-
Improvement
-
Resolution: Fixed
-
Major
-
None
-
Platform: All, OS: All
It appears that the idle timeout for slaves provisioned with EC2 is hard-coded
to 30 minutes.
I suspect it's this line in EC2RetentionStrategy.java:
if (idleMilliseconds > TimeUnit2.MINUTES.toMillis(30)) {
There is a lot of cost associated with spinning up a new instance. A fresh
checkout will generate more traffic than a simple update on an already running
instance. On the other hand, an idle instance may unnecessarily block other
instances from being launched. A way to configure the timeout at least globally,
possibly by job is highly desirable.
An auto-adjusting timeout based on prior time intervals between job completion
and subsequent job run would be nice to have. Not asking for any fancy queueing
theory work; just something simple where slaves get terminated if a certain
amount of time greater than a median has passed.

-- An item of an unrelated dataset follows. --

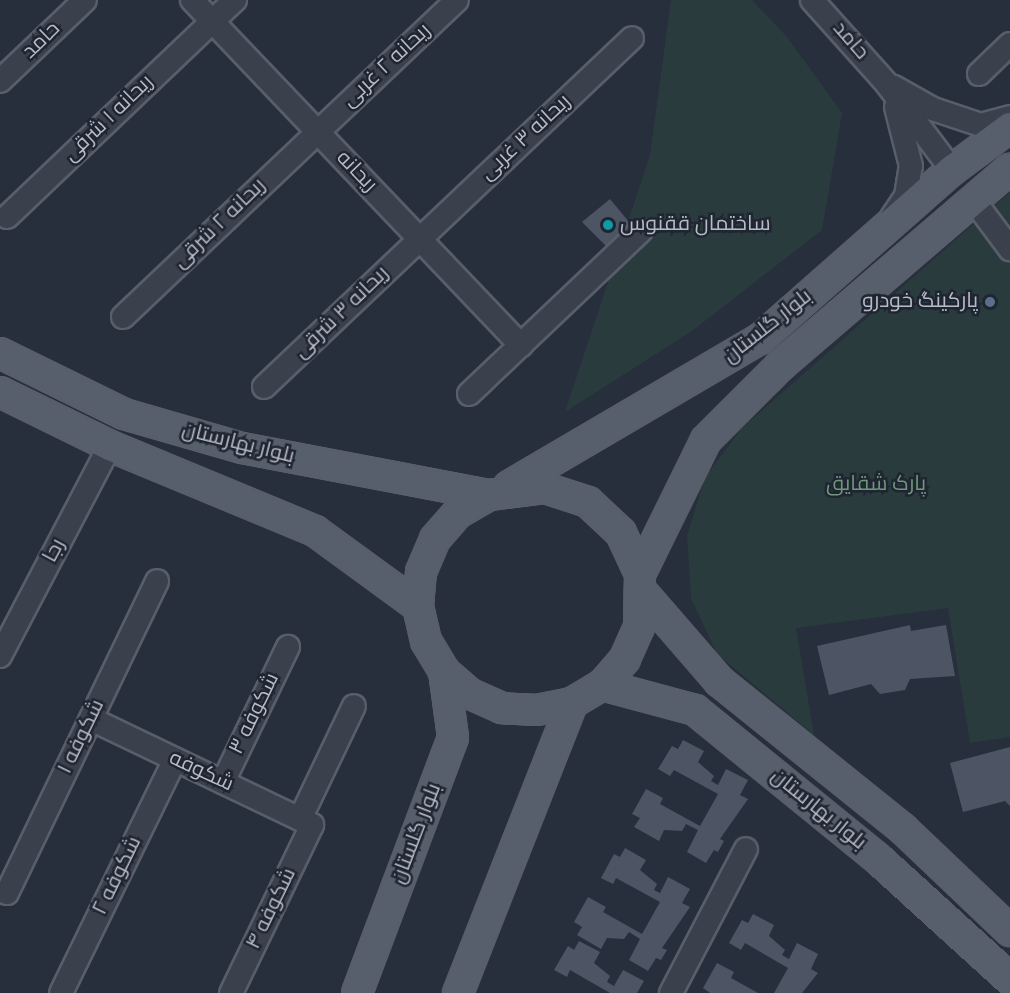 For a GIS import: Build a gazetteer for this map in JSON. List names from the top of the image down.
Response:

Could be when it gets greater
than one std. deviation, when it moves past the third quartile, doesn't really
matter as long as the end result is that long quiet times (e.g., nights or
weekends) don't lengthen the timeout too much.
It also appears that there is no check on whether or not a user might be logged
in on the slave before terminating it. This is problematic when users try to
troubleshoot a build on the slave.